----- INFORMATION

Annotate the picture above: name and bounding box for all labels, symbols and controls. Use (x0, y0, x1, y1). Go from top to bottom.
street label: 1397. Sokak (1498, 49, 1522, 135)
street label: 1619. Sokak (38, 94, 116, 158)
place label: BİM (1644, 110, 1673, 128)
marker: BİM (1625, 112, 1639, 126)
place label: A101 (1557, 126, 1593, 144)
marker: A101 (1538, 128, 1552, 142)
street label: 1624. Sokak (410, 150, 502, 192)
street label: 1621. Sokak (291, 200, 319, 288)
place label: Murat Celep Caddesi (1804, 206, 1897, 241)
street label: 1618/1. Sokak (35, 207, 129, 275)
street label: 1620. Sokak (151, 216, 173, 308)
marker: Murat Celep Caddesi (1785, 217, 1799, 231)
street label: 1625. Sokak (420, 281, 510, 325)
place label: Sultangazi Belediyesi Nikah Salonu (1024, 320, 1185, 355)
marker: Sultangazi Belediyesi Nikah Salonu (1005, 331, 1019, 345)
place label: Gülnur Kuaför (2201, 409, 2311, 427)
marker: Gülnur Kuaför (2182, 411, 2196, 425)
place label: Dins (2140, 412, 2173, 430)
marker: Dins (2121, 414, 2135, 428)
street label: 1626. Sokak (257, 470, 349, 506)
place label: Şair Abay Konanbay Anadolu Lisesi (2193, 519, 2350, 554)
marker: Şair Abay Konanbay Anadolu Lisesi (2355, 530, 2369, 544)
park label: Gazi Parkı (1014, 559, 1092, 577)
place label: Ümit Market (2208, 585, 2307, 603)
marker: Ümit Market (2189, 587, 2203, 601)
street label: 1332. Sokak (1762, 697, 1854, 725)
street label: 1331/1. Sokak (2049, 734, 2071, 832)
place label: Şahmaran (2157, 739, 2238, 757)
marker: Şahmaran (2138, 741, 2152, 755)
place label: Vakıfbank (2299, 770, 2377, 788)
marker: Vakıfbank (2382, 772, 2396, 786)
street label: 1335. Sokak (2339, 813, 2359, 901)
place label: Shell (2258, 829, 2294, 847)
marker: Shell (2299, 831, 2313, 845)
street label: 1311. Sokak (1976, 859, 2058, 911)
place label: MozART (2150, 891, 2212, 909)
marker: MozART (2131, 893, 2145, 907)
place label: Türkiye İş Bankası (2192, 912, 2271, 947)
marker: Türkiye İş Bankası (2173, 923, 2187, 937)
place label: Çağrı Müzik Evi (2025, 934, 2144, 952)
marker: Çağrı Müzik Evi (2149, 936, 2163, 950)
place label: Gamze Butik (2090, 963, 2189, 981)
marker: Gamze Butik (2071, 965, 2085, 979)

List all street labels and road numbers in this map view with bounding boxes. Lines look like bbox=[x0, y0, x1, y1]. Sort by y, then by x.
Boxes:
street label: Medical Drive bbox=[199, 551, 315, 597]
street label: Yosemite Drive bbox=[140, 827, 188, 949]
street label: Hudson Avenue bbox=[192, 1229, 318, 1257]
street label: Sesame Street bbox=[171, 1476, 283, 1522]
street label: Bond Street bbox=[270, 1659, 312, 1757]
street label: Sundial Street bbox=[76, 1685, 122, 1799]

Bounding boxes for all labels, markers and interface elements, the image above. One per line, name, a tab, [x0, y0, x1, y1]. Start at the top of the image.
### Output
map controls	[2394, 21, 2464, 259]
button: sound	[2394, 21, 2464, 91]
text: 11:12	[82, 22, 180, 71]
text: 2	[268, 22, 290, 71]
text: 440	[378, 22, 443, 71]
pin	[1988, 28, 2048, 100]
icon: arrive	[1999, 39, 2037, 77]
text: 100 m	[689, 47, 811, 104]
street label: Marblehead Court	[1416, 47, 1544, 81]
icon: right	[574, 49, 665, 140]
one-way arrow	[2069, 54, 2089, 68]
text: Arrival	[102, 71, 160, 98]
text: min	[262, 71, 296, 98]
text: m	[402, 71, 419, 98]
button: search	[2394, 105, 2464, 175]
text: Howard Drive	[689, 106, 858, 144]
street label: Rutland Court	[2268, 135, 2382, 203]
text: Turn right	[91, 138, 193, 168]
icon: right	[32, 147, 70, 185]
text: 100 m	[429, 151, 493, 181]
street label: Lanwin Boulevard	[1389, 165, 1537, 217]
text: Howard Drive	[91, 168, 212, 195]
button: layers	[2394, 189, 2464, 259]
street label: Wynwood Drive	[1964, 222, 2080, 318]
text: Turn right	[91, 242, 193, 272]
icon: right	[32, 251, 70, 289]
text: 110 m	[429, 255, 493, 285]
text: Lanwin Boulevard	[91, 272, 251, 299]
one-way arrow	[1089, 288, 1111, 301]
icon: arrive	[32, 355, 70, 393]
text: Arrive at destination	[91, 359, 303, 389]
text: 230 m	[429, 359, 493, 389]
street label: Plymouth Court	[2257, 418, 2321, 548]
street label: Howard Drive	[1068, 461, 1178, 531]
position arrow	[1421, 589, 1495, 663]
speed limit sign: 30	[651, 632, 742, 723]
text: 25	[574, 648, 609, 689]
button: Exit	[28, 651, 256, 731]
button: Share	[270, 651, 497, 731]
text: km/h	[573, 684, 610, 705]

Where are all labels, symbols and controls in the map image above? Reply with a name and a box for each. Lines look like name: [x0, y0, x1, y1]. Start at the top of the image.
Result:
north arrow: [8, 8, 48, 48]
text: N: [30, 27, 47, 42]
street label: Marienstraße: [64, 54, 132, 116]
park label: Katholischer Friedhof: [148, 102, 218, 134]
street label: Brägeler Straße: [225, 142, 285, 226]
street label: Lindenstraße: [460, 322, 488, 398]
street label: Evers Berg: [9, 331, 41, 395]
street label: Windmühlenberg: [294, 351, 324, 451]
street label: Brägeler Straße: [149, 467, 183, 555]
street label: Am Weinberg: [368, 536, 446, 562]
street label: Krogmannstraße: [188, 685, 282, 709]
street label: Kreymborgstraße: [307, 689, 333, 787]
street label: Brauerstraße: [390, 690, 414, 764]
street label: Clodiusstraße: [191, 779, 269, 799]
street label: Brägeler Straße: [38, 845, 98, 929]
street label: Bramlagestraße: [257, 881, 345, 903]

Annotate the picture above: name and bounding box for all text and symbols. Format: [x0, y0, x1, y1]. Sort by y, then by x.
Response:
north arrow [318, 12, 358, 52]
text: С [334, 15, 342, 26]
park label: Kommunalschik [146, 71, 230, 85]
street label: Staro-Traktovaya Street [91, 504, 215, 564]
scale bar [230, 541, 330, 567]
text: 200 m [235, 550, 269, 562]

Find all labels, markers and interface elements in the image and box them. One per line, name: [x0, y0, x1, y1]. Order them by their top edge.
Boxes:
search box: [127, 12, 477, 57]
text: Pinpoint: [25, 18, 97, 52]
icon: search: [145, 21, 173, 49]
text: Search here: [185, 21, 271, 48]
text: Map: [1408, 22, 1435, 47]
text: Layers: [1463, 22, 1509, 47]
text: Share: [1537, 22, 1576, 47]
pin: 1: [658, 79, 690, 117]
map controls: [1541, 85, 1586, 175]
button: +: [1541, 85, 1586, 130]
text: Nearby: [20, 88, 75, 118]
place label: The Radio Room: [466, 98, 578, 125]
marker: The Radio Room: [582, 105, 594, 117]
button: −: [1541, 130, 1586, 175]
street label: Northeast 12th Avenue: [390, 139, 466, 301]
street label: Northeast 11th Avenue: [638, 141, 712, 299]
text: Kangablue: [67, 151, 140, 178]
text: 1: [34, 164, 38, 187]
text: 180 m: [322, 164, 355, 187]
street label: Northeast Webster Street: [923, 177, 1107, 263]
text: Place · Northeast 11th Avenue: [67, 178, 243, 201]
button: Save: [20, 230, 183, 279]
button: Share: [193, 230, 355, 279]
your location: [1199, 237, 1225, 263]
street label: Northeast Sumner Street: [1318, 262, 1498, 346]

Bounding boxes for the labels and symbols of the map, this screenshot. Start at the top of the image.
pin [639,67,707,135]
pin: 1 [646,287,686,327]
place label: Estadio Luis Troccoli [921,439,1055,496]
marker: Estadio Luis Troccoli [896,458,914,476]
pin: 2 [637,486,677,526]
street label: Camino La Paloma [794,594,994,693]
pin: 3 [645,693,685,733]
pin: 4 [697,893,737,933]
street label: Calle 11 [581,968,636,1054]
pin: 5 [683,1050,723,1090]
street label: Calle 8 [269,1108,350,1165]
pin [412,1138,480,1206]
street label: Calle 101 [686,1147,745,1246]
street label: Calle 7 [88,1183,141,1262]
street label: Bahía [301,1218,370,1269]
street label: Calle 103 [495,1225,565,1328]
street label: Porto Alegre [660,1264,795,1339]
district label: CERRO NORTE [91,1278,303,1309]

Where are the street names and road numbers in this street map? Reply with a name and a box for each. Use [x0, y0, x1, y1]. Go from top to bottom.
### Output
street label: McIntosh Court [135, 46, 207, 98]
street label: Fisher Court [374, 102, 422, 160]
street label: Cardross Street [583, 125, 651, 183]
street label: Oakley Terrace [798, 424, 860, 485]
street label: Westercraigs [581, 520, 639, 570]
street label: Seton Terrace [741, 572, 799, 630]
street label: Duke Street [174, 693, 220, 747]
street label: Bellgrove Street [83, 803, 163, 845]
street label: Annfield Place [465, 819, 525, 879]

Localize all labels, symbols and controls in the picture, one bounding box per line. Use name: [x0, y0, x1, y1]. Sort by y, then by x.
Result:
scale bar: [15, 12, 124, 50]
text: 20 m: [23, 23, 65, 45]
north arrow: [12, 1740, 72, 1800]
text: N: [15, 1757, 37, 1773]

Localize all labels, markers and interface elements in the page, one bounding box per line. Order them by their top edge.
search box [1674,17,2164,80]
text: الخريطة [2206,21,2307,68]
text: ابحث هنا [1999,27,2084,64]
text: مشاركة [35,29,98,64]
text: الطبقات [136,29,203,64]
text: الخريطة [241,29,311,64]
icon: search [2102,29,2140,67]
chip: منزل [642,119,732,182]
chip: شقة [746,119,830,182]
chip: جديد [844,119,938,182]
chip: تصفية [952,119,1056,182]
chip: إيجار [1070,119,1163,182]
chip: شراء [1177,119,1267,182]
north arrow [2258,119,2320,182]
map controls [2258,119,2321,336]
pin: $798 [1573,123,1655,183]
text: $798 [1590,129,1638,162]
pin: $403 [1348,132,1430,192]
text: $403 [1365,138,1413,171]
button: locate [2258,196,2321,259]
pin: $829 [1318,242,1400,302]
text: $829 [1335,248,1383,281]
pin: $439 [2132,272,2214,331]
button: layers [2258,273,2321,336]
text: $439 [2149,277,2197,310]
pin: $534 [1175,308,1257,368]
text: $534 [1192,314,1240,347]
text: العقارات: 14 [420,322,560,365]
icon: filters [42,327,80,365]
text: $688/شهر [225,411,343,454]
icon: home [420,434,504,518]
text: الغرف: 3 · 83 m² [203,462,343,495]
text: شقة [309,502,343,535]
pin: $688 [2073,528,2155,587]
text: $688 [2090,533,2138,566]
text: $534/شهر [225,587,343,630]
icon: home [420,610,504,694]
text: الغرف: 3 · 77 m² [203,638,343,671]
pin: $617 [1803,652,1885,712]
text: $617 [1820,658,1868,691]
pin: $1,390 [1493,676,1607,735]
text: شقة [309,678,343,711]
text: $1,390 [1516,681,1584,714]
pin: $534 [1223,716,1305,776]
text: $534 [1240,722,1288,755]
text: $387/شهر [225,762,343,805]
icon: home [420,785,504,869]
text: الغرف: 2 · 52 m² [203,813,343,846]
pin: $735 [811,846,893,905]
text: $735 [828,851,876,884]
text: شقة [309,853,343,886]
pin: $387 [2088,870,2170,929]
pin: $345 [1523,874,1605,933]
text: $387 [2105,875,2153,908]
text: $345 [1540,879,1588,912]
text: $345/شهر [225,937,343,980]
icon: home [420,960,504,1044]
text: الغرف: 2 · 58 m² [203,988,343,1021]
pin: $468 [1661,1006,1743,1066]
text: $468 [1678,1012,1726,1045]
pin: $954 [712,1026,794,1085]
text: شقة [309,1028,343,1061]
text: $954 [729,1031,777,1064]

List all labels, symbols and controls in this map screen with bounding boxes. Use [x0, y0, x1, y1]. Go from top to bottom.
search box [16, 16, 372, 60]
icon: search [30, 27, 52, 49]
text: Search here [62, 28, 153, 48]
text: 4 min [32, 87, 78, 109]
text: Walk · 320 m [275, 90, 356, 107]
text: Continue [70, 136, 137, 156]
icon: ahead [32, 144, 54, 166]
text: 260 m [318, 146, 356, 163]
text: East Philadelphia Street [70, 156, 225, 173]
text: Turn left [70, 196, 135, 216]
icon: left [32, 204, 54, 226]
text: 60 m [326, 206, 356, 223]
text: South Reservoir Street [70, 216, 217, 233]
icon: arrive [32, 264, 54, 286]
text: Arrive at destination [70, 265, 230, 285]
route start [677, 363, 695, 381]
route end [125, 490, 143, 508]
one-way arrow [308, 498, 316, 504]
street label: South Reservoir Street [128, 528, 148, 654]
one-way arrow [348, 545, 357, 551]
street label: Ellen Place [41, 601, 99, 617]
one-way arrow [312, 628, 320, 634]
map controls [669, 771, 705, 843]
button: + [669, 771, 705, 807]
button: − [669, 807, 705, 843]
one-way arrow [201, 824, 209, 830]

----------

- EXERCISE DIRECTIONS: Search the entries for the word "Reservoir" and pick out every line that holds it.

- RESPONSE AREA:
text: South Reservoir Street [70, 216, 217, 233]
street label: South Reservoir Street [128, 528, 148, 654]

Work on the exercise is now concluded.